This is supposed to be the year of Mexico’s giant leap into the future. Instead, political violence of a kind not seen since the 1970s evoked Mexico’s tragic birthright, a struggle between the country’s privileged and its indigenous peasants. By the time the army drove the rebels back into the pine-covered hills last week, more than 100 people had died in the uprising in southern Chiapas state, including 61 rebels. The little-known group, named for revolutionary Emiliano Zapata, may have as few as 2,000 members, hardly enough to threaten the state. But even a localized guerrilla war endangers Mexico’s precious new image. with the NAFTA battle won, President Carlos Salinas de Gortari’s government is trumpeting investment opportunities in the country’s booming north. Last week the south evinced a different reality: Mexico’s poor are still getting poorer. The uprising, said Roderic Camp of Tulane University, “brings out things the government has tried to keep hidden.”

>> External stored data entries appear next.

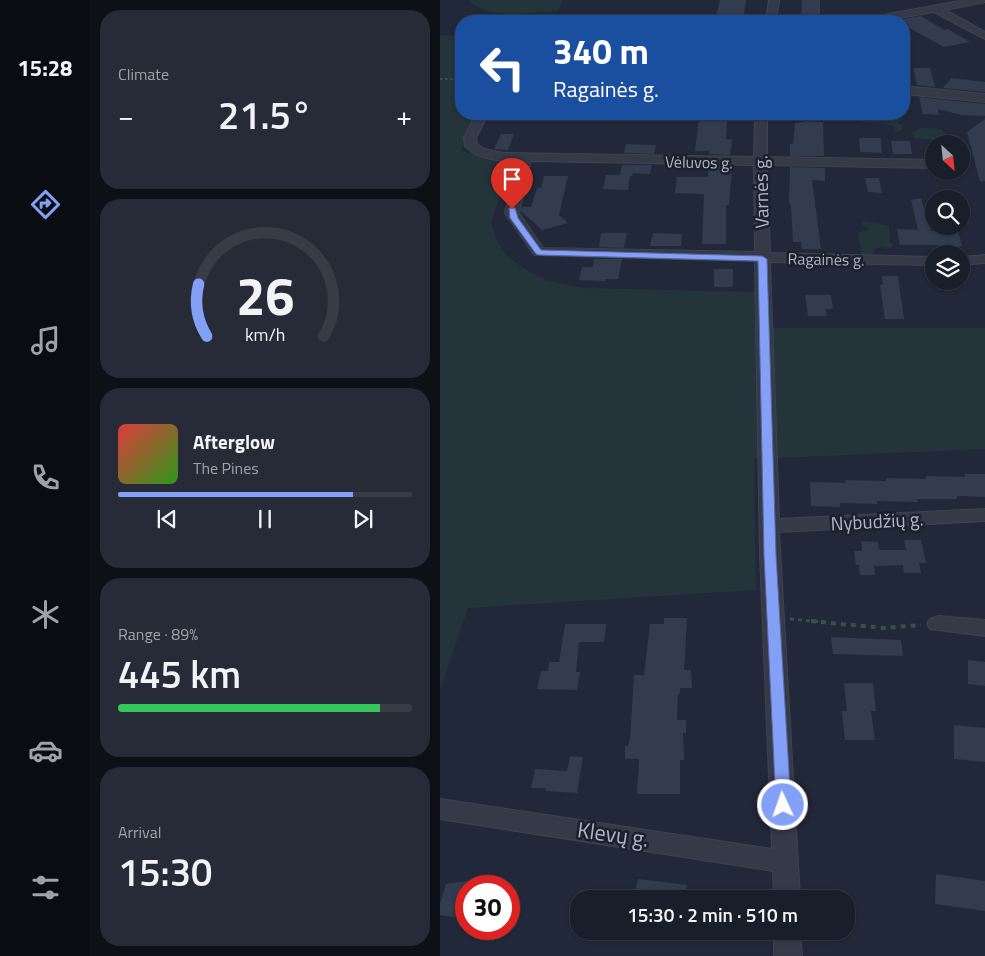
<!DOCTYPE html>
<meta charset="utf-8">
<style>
:root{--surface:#191e2b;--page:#262b37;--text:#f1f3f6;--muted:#9fa2a9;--line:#373c47;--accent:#849ff6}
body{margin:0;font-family:"Titillium Web",sans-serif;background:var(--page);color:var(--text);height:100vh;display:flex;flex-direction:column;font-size:19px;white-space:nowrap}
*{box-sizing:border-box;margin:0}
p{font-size:16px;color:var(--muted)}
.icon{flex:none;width:28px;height:28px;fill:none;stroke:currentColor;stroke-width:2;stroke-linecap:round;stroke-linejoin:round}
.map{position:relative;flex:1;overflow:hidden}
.details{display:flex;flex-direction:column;gap:10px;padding:10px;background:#0e1018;width:350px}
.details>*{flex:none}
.guide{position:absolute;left:15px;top:15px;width:455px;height:105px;border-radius:20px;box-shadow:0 1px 4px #0004,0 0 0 1px var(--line);background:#1a4fa0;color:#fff;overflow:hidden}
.needle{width:32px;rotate:153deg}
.tools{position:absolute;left:485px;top:135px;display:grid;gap:10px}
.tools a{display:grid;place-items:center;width:45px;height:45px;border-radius:50%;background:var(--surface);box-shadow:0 1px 4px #0004,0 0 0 1px var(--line);font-size:25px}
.speed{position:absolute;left:15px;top:875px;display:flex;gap:10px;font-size:25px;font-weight:700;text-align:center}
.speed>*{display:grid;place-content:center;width:65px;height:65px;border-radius:50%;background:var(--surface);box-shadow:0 1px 4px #0004,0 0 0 1px var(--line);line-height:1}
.speed .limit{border:8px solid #d22;background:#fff;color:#111}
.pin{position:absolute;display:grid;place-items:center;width:42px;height:42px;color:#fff;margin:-51px -21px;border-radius:50% 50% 50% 0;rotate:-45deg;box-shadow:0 0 5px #0007}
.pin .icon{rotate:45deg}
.me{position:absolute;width:55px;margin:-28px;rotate:357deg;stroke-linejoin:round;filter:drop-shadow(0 0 4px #0008)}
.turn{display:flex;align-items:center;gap:18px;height:105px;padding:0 15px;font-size:22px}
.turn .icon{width:65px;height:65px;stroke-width:2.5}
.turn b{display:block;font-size:35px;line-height:42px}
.big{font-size:38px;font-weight:600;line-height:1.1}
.details .card{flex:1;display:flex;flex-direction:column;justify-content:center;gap:8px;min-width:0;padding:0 18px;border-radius:20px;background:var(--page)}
.details .dial{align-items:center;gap:0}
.dial svg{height:130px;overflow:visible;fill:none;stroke:var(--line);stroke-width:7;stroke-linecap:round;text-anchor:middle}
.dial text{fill:var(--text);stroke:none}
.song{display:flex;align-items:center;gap:15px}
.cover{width:60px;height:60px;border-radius:8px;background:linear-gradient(135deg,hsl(0 70% 55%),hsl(110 70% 35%))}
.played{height:5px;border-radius:2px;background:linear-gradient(90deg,var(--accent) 80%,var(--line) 80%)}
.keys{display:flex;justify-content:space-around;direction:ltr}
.heat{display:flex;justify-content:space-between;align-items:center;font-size:28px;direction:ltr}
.charge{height:8px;border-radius:4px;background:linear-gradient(90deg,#34c759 89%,var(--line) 0)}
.trip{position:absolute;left:130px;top:890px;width:285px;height:50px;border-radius:20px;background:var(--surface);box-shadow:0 1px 4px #0004,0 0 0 1px var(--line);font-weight:600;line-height:50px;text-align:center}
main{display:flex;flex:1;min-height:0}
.tab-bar{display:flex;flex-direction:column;width:90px;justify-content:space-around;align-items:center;background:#0a0c11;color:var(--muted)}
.tab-bar .icon{width:35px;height:35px}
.tab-bar .on{color:var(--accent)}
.tab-bar b{font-size:22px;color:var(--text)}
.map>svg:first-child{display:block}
.green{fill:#23343a}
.building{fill:#333b4f}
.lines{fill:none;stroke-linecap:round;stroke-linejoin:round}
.minor-casing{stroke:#3e4352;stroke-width:2}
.path-far2{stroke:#3c4d52;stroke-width:2;stroke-dasharray:2.5 2.5;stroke-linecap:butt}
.path-far1{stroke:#3c4d52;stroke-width:3;stroke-dasharray:4 4;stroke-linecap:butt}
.path{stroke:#3c4d52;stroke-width:4;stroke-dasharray:5 5;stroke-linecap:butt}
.minor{fill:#353a49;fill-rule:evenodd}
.route{fill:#849ff6;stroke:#5667a0}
.labels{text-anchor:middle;stroke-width:5;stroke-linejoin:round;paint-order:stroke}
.far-street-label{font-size:16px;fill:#b0b5c5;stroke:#1a202e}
.street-label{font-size:19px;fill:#b0b5c5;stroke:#1a202e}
.near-street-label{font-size:22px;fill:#b0b5c5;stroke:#1a202e}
</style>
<main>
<nav class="tab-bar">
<b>15:28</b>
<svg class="icon on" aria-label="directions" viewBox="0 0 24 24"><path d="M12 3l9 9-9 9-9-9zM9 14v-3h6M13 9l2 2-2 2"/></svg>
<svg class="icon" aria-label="music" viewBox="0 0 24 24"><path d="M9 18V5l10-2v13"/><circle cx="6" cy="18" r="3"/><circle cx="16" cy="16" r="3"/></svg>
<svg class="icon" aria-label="phone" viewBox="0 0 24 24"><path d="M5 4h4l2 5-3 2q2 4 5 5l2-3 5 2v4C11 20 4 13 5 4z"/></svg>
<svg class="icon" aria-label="climate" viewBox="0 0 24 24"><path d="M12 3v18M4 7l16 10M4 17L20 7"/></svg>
<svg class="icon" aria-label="car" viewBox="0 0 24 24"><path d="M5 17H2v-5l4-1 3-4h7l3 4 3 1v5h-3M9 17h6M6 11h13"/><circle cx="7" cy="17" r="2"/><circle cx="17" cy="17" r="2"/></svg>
<svg class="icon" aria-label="filters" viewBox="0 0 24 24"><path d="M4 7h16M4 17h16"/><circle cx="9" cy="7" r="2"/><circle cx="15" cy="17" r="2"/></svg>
</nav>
<section class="details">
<div class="card"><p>Climate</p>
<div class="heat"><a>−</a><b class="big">21.5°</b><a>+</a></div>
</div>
<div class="card dial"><svg viewBox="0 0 100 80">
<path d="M14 69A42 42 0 1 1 86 69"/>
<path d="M14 69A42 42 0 0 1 9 37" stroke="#849ff6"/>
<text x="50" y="56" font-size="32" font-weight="700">26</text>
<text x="50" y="72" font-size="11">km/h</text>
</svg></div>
<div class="card">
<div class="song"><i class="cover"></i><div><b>Afterglow</b><p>The Pines</p></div></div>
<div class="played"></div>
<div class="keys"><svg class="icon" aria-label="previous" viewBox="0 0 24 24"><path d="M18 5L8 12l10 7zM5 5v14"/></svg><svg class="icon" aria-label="pause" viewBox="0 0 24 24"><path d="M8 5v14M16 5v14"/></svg><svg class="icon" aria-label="next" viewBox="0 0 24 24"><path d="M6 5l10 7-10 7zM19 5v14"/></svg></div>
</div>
<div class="card"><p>Range · 89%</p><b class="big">445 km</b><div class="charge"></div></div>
<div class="card"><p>Arrival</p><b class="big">15:30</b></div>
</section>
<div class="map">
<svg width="545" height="956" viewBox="0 0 545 956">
<rect width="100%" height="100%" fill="#212839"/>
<path class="green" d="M29,0H123L118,11C92,12 48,21 29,0Z
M0,35L21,36V114H38L21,151L74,161L51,221L56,239L66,255L83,268L106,280L143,288L329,292L334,328H545V449L314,459L316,590L28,608L0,691Z
M465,113L459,115L463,120L457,122L462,125V130L457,132L454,130L455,127L444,123L421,122L423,119H444L439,116V114Z
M482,127L501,129L508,136L494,140L474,138L475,136L472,133Z
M424,221L449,226L450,242L453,245L449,249L441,247L435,249L432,255L426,258L363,255L421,254L418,233L429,229L421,224Z"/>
<path class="building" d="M280,0H306L303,21L275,20Z
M362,0H380V21H361Z
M481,16L504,30L508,29L530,42L504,47L464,25V19Z
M473,68H490L495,87L477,85Z
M511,78L545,82V92L503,88Z
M479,97L545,104V116L521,115L498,109L499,115L483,114Z
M269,114H284L285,121H287L286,139H292L290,155L269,154V151H255L259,118H269Z
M545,119V181L540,182L527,132Z
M366,121L383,122L384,156H350V144H353L355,123Z
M61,134H74L68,150L54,149Z
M419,138H441L442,153L420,152Z
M451,141H470L472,154H453Z
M186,144L216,145L214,154L184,153Z
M182,165H212L210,174L193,173L192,176H190L188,190L163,189L166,175H180Z
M269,166H289L288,170H292L289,205H286V244H262L264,194L235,193L237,177H268Z
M350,167L385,168V181L372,180L381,249H362L361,242H353L351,206L349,202Z
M104,176H128L119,215L128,223L102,230L81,211L82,207H91L97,188H101Z
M425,178H439L442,193L428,192Z
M481,198L491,231H518L522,246H519L520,249H505L504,245H460L457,229L478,230L471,200Z
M161,233H187L184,248L159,247Z
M213,233L242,234L241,246H210Z
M154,259H182L178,279H165V281L139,280L142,267H153Z
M274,269H293V287H274Z
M442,276H458L464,319H445L440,285H443Z
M365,295H391L393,309H386L387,316H368Z
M525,474H545V497L517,496V499H477L478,502L437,501V504L400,503V507L371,506L370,482L406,483L405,480L446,481V478L486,479V476L525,477Z
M464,540H481L486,563H479L481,573H464L463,565L434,566L435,575H420L419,565H416L414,551H422L421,541L438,542L439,550H466Z
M224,618H247L244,670H251L252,688H240V694H238L237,720H246V733H243L244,760H240V794H197L199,759H185V746H188L190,738L194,675H204L210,624H224Z
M125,624H166L164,642H139L136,672H140L137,690L97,689L101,671H108L109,662H119Z
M391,637L461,640L463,656L393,654Z
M528,660L545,662V686L528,684Z
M404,683H433L436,711H431L435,740H405L402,711H407Z
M514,725L545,728V762L514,759Z
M130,756L143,757L137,793L105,791L106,788H91L95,769L127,771Z
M496,874L545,881V911L495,904Z
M198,879L247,885L244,899H193Z
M26,881V919L0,915V904L6,884Z"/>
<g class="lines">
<defs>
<path id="minor" d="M329,0H339L336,21H326Z
M525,0H545V2L506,10L545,32V39L494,12L442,21H421L426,18Z
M464,86L545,94V102L464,94Z
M36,114H48L36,138L37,144L44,149L64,153L314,157L315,114H327V157L494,160V168L327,165L330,253L494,257V265L330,262L339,519L545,509V521L339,532L360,899H334L333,871L0,819V799L332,849L320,555L315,261L94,255L65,213L78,161C61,161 36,160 25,146L24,138ZM91,161L314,165L315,252L103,248L79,213Z
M545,255V263L521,265V257Z
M498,616L545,620V636L490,629L487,624L490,619Z
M334,931H360L362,956H334Z"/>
</defs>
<use href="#minor" class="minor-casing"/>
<path class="path-far2" d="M0,79H21"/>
<path class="path-far1" d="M350,619L384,622"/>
<path class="path" d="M371,621L443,628L481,625"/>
<use href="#minor" class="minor"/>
</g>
<path class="route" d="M69,208H75L78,218L101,250L322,256L327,259L336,555L351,805L349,809L343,811L338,809L336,805L324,555L318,261L99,255L96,254L70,218Z"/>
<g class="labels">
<g class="far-street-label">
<text transform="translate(259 162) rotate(1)" y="6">Vėluvos g.</text>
<text transform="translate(386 259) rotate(1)" y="6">Ragainės g.</text>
</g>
<g class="street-label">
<text transform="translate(321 192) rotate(-91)" y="7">Varnės g.</text>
<text transform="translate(437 521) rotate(-3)" y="7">Nybudžių g.</text>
</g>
<g class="near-street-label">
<text transform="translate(173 834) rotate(8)" y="8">Klevų g.</text>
</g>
</g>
</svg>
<div class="tools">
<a><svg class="needle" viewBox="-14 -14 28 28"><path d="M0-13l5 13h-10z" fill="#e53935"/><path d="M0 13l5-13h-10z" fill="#9fa2a9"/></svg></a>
<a><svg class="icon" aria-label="search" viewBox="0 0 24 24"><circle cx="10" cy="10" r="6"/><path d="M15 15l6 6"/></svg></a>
<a><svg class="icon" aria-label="layers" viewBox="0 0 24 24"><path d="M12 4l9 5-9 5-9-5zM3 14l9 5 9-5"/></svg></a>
</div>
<div class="speed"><div class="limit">30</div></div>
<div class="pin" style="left:72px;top:209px;background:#d93025"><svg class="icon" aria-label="arrive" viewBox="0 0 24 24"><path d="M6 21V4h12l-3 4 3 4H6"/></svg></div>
<svg class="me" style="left:343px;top:805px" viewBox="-20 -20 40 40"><circle r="17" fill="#849ff6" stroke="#fff" stroke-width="3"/><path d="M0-11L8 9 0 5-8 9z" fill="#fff"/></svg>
<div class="trip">15:30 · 2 min · 510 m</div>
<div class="guide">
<div class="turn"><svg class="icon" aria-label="left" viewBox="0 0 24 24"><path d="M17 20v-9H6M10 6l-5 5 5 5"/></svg><div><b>340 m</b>Ragainės g.</div></div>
</div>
</div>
</main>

Southern Mexico remains an embarrassingly brutal and backward place. Plantation bosses–caciques–run Chiapas in tandem with Salinas’s ruling Institutional Revolutionary Party, often giving the local Indians short shrift. With only 3 percent of Mexico’s people, Chiapas Produces a quarter of its land disputes. On a farm outside the town of Altamirano, held briefly by rebels last week, Indian farmer Eugenio Santiz, 45, said a San Cristobal cacique recently took almost 1,000 acres of the community’s land with the government’s blessing–and jailed those who complained. “I have to say that what [the rebels] are demanding is what we’re demanding,” Santiz said, Rebels said their movement is based in a remote corner of Chiapas where Indians were resettled in a logged-out rain forest 25 years ago, then were left practically without government services.

Did outsiders stir up this explosive mix? Salinas’s government said as much by reporting that the rebels’ leader, “Comandante Marcos,” is “blond, green-eyed and speaks four languages” and that many of his fighters are foreigners. Witnesses to last week’s worst battle, in Ocosingo, said they suspected that some of the guerrillas were from neighboring Guatemala. U.S. State Department officials said they had no evidence of such meddling. Direct outside aid appeared to be minimal. In Ocosingo, dead and dying guerrillas lay sprawled in the streets and market stalls clutching outdated, small-caliber rifles and wearing machetes and backpacks sewn from feed bags. One guerrilla had a toy rifle carved from wood, with a pocket knife for a bayonet.

With the rebels on the run, Salinas moved quickly to cut his losses. Officials announced new food programs, farm credits and other antipoverty measures. But the army’s counterattack could discredit the government. Some of the rebel dead in Ocosingo appeared to have been executed; correspondents witnessed army planes firing at a group of Indian women and girls, barely missing them. The rebels seemed intent on embarrassing the government as it prepares for a presidential election. At the weekend, the Zapatistas took credit for explosions that downed telephone towers in the states of Puebla and Michoacan, and were suspected in a Mexico City car bombing that injured a woman in a parking garage. Fresh skirmishes were reported in the south. Ragtag as it is, Latin America’s newest guerrilla movement could well bedevil Mexico’s ambitious drive to join the First World.